It’s the little things that make it different, like toilets.
I can safely say, Rob Stainsby, that a heated toilet seat does not feel like someone else has just left it, but more like sitting on a radiator at the perfect temperature. On a cold day – and some have been freezing – it is very welcome indeed, I can tell you.
In fact, Japanese toilets are the friendliest conveniences I have ever encountered. One yesterday opened its lid when I walked in… as if to say “Well, hello!” Some of them flush themselves when you get up to save you the bother. Many politely play background noise in case you make any embarrassing sounds, and if the signs on the control panel (yes, there’s a control panel) are sufficiently legible you can not only get either a jet or spray of warm water over your nether regions, but also a blow dry afterwards.
Other little differences: everyone but everyone waits at the road crossing til the green man appears, even if there are no cars coming. No one jaywalks, not even young lads.
Smoking is allowed indoors, but only in certain places. And the same goes for outdoors. Smoking on the street is not really done; there are allocated smoking areas.
There isn’t any petty crime. People sort of lock their bikes, with a bracket over the back wheel that a child could undo, but that’s all you need, cause no one is going to make a serious effort to nick it.

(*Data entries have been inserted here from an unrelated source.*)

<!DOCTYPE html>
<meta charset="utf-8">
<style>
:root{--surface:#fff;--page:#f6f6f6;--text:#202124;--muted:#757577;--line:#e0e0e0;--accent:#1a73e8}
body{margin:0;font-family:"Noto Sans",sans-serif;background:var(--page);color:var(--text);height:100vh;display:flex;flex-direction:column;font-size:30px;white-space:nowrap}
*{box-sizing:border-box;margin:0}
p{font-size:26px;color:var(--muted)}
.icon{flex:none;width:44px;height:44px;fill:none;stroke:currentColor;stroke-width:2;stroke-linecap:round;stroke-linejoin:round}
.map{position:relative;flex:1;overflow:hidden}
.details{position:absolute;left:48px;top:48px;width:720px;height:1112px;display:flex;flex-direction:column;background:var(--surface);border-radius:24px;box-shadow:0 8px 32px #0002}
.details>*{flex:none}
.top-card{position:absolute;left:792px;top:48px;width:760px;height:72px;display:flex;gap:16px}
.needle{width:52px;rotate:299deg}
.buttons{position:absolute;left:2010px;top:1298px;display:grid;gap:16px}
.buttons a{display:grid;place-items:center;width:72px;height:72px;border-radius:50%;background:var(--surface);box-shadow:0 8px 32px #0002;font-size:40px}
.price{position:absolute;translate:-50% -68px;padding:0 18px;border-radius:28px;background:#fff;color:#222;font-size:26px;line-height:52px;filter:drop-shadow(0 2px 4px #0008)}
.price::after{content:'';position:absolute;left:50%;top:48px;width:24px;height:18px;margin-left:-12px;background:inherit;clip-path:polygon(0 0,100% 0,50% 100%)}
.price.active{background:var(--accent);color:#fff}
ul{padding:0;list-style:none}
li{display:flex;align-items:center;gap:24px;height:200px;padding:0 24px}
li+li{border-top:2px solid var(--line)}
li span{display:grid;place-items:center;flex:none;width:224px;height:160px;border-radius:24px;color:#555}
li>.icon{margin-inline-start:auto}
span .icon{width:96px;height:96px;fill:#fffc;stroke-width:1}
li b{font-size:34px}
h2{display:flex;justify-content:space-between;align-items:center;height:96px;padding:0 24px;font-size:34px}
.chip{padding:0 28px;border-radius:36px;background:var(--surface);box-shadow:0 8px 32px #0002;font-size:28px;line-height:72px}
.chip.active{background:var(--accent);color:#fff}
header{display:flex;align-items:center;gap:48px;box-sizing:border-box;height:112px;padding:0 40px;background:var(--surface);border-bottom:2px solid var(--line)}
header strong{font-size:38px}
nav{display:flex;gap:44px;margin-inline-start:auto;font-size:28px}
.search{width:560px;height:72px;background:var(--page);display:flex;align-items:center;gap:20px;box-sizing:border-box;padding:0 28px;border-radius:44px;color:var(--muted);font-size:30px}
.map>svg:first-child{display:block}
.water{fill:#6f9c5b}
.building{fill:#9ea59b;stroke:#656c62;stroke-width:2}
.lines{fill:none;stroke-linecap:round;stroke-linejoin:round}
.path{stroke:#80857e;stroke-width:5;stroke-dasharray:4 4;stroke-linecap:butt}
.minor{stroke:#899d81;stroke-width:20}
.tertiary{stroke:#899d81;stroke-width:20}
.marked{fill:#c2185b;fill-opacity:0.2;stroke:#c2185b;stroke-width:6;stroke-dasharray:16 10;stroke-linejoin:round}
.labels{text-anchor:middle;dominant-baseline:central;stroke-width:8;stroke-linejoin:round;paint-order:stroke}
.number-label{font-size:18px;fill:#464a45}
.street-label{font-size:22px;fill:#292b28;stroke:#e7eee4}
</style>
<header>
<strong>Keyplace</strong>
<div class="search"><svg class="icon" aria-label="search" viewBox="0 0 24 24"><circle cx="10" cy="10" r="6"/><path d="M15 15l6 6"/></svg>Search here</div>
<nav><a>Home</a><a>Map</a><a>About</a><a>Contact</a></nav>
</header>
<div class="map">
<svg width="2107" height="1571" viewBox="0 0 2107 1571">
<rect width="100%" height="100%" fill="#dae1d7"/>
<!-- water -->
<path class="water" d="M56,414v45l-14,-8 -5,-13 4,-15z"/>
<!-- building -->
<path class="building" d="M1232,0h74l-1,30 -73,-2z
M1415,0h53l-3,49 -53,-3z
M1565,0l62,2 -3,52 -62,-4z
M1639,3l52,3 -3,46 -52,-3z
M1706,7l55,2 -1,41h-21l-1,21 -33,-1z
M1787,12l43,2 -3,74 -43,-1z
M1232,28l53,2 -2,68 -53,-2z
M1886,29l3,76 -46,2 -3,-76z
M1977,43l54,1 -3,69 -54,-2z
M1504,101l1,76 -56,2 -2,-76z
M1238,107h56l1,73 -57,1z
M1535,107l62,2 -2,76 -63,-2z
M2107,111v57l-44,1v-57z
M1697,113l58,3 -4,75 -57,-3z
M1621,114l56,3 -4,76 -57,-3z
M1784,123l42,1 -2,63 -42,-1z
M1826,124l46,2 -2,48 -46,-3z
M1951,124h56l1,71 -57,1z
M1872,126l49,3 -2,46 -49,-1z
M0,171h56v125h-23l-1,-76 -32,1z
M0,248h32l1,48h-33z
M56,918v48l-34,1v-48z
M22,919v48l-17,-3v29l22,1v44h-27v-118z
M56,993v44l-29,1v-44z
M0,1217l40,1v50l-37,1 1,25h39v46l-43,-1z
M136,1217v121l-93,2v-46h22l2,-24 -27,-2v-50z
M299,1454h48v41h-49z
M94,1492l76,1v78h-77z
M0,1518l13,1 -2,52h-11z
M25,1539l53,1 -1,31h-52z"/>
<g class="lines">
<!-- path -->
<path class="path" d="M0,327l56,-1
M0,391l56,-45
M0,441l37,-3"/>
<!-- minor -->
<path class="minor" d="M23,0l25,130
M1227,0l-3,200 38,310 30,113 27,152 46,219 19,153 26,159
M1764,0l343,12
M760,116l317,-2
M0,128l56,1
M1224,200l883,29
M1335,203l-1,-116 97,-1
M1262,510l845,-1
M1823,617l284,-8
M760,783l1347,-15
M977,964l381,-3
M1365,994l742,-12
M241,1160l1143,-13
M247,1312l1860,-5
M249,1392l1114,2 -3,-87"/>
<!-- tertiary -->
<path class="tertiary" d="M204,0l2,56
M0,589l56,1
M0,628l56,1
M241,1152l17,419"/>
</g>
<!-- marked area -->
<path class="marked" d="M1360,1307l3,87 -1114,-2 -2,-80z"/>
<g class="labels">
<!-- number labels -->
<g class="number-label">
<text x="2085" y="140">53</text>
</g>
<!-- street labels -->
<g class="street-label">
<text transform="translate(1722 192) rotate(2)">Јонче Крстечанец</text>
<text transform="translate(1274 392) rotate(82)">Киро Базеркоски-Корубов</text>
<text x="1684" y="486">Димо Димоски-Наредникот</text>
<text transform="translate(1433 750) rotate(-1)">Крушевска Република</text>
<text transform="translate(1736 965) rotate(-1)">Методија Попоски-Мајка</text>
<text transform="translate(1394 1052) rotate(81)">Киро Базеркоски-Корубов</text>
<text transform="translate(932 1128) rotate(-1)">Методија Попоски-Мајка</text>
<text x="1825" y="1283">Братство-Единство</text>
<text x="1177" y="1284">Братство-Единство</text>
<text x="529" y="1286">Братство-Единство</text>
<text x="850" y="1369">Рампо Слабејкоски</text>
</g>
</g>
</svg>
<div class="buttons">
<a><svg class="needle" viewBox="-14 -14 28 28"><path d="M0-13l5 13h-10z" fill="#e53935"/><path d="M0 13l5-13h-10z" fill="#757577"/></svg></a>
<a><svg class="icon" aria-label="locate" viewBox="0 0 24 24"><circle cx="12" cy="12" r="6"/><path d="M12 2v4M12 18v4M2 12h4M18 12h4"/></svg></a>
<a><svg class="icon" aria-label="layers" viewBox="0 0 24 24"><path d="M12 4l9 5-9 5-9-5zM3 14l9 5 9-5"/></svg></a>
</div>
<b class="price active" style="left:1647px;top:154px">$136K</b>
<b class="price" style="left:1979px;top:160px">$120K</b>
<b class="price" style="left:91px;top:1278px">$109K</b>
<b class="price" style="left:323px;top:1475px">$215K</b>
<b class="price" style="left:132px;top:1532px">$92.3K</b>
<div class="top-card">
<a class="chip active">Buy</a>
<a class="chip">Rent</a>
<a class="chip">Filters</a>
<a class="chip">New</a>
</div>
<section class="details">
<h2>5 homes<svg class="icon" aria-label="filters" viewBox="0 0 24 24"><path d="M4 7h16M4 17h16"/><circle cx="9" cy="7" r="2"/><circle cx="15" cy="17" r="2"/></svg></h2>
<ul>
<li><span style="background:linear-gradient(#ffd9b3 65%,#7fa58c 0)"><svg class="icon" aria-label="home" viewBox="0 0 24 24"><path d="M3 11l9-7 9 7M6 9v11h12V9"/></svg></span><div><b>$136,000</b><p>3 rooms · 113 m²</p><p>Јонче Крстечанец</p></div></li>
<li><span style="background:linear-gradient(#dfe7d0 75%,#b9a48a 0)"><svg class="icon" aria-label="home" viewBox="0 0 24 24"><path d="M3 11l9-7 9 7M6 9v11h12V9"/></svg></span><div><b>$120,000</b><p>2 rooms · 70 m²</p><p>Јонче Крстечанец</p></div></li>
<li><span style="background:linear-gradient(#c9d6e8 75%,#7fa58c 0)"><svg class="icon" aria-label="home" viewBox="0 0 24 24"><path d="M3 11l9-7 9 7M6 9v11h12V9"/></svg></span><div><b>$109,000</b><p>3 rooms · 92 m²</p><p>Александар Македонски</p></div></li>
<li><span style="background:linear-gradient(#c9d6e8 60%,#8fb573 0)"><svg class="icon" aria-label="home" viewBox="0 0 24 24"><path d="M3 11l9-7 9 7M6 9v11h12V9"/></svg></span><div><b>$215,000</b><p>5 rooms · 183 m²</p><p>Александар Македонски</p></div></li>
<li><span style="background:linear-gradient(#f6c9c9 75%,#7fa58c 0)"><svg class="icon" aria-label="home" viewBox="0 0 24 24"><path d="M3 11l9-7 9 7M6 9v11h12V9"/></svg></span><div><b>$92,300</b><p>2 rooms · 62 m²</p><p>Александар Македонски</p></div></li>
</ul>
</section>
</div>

Admittedly they mostly have crap bikes – no one seems to care about the latest model or composite frame or whatever – but still. In tokyo the police have little houses with cute roofs to stand around in.
It’s one of the most technologically advanced societies in the world, yet crap bikes, they dont go big on credit cards you pay by cash mostly, cafes dont have wi-fi, cashpoints only take Japanese cards by and large. Loads of stuff like that. The cars are pretty square too, quite often.
Oh, slippers. There’s a whole thing. This is generally known, I think, but they really take it seriously. You simply dont ever go into a house with your shoes on. Quite a lot of other places too – restaurants, bars etc. You remove your shoes and before you go up a little step you will have put your slippers on. And when you go to the bathroom you take off those slippers and put on the toilet slippers, which will be sitting there waitng for you. Obviously it’s a huge faux pas to forget to take off your toilet slippers. In the place I was staying in tokyo, there was a little balcony. Sure enough, there was a pair of outside slippers there for the purpose. Absolutely no slippers or anything but socks or bare feet though, if you are in a room with tatami matting. A lot to keep in mind, and it can get difficult when you are trying to communicate with someone at the same time. I have slipp(er)ed up a few times, walking out of restaurants with slippers still on, for instance.